Oxide Tones is on a roll with their recent releases and “Kombinat” by Sey Hollo is a fine example that demonstrates the continuation of this trend. It is a tour de force that powers it’s way through the post-rock genre … both confirming it as their chosen genre whilst deftly defying it too.
Over the 6 tracks & 45 minute duration Sey Hollo move from hard, crunchy metal to the more ebb & flow orientated ’traditional’ post-rock … with the odd glimpse of the glockenspiel & some delightful vocal samples thrown in for good measure.
The opening track – “Bunker of Bare Life” – is a full-on rock-out … chunky, metallic rifts and driving percussion that underpin some delightful melody.

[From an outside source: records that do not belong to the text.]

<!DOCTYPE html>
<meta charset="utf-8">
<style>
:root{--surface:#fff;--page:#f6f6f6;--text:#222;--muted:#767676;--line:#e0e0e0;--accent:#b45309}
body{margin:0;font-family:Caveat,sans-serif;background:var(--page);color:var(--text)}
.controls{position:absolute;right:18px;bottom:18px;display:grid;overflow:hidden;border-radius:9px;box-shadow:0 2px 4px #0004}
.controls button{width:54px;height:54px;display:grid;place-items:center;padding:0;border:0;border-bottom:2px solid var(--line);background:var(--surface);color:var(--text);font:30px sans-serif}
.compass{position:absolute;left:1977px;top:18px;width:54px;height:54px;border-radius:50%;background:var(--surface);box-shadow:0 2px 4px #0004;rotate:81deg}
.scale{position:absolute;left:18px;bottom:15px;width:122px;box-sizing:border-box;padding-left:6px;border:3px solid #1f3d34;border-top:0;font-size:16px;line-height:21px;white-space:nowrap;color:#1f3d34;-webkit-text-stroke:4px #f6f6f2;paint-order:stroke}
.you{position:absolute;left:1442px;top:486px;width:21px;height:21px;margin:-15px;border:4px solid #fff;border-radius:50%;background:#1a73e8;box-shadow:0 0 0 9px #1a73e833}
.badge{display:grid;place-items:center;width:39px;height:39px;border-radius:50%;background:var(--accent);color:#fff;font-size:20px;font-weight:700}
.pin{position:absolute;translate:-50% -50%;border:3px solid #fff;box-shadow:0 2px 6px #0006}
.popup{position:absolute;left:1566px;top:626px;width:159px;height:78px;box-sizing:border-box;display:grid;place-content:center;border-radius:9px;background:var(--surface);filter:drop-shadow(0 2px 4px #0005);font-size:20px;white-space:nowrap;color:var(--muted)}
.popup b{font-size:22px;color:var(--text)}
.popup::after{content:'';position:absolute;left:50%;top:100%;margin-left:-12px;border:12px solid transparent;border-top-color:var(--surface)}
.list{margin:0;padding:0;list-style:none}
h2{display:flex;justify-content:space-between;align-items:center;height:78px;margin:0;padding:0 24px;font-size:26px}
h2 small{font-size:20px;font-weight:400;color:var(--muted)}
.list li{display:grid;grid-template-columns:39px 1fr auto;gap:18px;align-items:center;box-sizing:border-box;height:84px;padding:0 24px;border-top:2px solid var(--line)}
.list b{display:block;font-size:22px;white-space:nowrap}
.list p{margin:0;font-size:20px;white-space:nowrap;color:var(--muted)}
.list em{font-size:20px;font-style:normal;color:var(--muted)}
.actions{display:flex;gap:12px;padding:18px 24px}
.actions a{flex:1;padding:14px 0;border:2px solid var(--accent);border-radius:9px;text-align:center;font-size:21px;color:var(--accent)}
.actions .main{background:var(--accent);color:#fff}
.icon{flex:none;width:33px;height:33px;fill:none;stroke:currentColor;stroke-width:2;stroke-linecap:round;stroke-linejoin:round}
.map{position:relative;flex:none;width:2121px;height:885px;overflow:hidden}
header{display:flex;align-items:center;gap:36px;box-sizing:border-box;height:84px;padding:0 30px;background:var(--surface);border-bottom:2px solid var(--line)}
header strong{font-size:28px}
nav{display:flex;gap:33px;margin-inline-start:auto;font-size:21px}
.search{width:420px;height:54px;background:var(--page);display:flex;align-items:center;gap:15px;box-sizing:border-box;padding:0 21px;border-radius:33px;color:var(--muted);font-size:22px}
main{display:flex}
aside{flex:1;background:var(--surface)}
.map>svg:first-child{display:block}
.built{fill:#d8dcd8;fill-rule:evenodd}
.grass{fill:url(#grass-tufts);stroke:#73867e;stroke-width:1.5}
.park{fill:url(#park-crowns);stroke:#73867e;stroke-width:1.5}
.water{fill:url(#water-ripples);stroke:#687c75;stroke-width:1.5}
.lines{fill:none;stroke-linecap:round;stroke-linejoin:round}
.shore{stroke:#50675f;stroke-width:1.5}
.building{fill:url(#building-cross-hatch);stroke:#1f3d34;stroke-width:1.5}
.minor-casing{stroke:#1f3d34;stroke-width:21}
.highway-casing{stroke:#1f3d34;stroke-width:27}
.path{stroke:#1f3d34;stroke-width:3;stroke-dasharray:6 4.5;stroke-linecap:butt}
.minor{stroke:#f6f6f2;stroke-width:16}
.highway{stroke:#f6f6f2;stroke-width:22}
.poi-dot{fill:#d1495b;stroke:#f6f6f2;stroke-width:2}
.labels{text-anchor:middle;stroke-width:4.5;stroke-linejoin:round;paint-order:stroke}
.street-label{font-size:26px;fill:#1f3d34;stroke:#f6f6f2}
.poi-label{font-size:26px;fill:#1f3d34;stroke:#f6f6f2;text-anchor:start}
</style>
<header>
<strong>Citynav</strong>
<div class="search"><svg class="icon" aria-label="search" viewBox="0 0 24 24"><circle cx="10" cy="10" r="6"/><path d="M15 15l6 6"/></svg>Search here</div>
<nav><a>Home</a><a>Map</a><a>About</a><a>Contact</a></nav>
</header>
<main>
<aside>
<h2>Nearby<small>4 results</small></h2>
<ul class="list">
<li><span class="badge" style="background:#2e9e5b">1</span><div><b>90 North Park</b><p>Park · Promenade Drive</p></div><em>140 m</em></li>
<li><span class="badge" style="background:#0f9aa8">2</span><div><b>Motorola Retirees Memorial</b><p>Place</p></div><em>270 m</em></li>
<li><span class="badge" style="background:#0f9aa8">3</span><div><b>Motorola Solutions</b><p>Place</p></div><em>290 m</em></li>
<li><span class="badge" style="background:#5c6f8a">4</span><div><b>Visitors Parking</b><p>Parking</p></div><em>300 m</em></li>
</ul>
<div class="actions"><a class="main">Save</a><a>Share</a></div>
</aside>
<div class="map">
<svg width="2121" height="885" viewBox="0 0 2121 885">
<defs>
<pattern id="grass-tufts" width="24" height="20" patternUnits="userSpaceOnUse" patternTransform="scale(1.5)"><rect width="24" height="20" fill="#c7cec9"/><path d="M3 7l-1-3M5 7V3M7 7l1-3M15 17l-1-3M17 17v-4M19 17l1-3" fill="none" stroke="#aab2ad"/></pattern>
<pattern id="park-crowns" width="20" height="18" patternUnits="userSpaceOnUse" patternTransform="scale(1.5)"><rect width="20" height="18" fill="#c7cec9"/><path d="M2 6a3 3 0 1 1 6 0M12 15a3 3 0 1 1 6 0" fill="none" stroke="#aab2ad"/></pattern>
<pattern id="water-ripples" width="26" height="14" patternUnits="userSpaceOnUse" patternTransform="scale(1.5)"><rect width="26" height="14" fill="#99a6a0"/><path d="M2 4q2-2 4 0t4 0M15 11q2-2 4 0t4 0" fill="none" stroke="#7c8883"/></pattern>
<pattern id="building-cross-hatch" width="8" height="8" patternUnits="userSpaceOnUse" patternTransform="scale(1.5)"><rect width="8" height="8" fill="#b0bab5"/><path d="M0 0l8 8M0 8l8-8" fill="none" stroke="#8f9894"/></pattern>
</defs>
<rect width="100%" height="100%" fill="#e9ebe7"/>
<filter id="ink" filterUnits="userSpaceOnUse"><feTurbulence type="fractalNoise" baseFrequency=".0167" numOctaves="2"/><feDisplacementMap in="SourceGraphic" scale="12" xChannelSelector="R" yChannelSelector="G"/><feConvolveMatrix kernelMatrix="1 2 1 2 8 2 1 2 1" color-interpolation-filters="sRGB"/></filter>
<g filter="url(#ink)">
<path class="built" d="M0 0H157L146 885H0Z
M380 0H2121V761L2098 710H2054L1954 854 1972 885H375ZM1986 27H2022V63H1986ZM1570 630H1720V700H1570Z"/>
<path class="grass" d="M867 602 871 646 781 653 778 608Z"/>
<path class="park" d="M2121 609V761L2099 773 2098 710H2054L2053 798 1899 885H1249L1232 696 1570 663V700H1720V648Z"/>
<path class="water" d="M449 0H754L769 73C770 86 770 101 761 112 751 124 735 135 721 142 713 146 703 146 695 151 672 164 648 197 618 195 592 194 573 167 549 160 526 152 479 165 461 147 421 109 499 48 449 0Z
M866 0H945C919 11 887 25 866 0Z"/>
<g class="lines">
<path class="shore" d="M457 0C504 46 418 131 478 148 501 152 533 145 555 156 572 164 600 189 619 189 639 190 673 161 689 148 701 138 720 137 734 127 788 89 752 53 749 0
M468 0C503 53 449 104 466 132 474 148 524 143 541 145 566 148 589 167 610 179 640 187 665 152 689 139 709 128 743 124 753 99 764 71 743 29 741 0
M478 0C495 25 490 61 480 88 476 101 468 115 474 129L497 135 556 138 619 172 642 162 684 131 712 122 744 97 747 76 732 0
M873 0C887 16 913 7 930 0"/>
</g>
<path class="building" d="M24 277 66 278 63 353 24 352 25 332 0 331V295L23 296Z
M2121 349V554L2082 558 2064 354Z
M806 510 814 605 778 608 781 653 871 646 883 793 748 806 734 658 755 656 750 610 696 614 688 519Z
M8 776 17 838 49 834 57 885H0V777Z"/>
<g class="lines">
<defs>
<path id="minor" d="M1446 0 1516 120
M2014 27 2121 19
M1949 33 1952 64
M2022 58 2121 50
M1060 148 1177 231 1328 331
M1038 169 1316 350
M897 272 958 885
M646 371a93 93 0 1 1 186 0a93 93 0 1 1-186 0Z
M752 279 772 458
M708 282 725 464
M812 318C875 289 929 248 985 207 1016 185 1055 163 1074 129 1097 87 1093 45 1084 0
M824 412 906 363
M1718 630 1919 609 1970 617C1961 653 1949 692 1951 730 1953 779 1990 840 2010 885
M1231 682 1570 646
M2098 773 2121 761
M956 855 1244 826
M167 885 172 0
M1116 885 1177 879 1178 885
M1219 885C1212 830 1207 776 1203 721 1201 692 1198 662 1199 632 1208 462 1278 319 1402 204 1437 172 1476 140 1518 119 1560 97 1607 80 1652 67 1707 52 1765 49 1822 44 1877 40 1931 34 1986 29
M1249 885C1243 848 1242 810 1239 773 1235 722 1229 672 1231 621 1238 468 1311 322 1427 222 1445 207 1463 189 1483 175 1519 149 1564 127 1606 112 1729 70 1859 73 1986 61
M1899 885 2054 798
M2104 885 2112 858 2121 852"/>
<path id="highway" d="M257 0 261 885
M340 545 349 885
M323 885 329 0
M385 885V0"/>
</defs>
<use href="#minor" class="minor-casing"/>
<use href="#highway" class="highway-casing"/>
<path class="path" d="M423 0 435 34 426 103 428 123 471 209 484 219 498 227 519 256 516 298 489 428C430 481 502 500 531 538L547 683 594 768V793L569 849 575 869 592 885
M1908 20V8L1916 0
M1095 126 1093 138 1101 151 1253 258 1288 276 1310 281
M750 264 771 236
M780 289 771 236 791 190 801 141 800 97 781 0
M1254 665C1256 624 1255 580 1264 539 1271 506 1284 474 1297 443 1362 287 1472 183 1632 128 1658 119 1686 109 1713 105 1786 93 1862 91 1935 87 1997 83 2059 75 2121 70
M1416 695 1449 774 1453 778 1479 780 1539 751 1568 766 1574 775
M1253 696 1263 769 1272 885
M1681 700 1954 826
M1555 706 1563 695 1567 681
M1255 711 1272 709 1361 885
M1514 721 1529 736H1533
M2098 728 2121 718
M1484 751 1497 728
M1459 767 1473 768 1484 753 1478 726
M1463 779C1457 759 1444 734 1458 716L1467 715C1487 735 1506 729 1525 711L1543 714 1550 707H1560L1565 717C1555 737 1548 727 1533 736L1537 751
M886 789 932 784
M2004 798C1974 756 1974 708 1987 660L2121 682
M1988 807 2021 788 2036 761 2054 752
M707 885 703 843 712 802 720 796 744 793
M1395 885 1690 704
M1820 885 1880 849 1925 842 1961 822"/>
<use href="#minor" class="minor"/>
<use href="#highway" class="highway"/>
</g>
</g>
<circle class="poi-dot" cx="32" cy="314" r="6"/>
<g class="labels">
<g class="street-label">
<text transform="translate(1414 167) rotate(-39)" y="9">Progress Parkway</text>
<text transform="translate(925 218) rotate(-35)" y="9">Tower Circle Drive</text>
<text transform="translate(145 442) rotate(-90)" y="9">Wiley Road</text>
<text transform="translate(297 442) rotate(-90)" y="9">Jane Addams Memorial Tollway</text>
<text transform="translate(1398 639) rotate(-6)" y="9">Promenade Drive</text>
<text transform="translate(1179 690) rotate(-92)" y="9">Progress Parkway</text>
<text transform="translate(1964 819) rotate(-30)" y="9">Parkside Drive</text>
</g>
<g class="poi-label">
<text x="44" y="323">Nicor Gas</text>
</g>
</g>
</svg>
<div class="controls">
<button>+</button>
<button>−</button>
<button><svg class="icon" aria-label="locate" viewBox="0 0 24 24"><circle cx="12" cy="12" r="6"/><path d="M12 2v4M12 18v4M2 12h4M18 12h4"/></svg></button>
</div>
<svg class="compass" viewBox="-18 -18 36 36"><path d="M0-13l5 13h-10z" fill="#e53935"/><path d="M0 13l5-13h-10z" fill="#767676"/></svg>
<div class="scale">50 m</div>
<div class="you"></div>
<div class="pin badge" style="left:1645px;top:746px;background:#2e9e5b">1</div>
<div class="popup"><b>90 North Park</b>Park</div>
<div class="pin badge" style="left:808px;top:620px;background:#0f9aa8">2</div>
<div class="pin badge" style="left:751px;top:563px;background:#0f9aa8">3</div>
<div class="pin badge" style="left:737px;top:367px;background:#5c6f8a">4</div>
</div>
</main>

Heavy but in a good way.
As is – “Haraka Haraka Haina Baraka” – which starts out with multiple glockenspiels or similar sound percussive instruments playing an ear-warming melody before more chunky, crunchy guitars take over. What differentiates this track is the break-down 2+ minutes in where the post-rock aesthetic comes to the fore … the guitars get quieter & the percussion provides some rhythmic respite before things hot up again. I love this touch … it shows a real care for the lover of instrumental rock … it is a real highlight … a moment to hold to before things get crunchy again.
The third track – “Terroture” – starts off with a deliciously dark ambient soundscape … all rattling chains and squealing guitars … before the guitars bring the melody and the track slowly begins to build. The sounds presented build and the guitars really bring a real euphoric cacophony of fuzz to the repeated melody. It is a very pleasurable ride … one that demonstrates all that is great about the post-rock genre … especially at the end with the vocal sample.
The next track – “Lusaka Funeral Association” – is the most unique & decidedly unusual track on the album. It features a foot-stamping percussive sound and a fabulously layered guitar-driven melody. This wall-of-sound underpins another vocal sample … this time, from what I can discern, it features a man discussing the goings-on of the Association mentioned in the title of the track.
It is a euphoric builder of a track … one that climbs and grows in the listener’s consciousness … before exploding in a climactic flurry of crunchy guitars & fuzz … to the wondrous applause of stamping feet. This is truly a belter of a track.
The penultimate track – “Crowds at the End of the World” – is a glorious demonstration of all I love about the post-rock genre: layers of guitars, soft/hard … slow/fast … quiet/loud dynamics, frenetic drumming … it is all there and presented in an exemplary way.
The last track – “Jimmy’s” – presents me with a dilemma … it is almost the antithesis of all that has come before it … initially sparse with a piano motif & a vocal sample … a melody begins to be played on a piano, accompanied by an acoustic guitar. The track builds in intensity … with some seriously good piano-playing to be heard … before it dissolves into static and just kind of fades away.
My dilemma is this – I want to hear more music from Sey Hollo that is like the last track. Don’t get me wrong, “Kombinat” by Sey Hollo is a really good post-rock-with-a-metallic-flavouring album … but, as demonstrated in “Jimmy’s”, there is so much more to Sey Hollo than crunchy guitars and instrumental rock soundscapes. I like variety when I can get it and this track showed that it is possible.
Laying aside my dilemma, I think “Kombinat” by Sey Hollo is a good release from a talented band on an exemplary label … and I would love to hear more from them.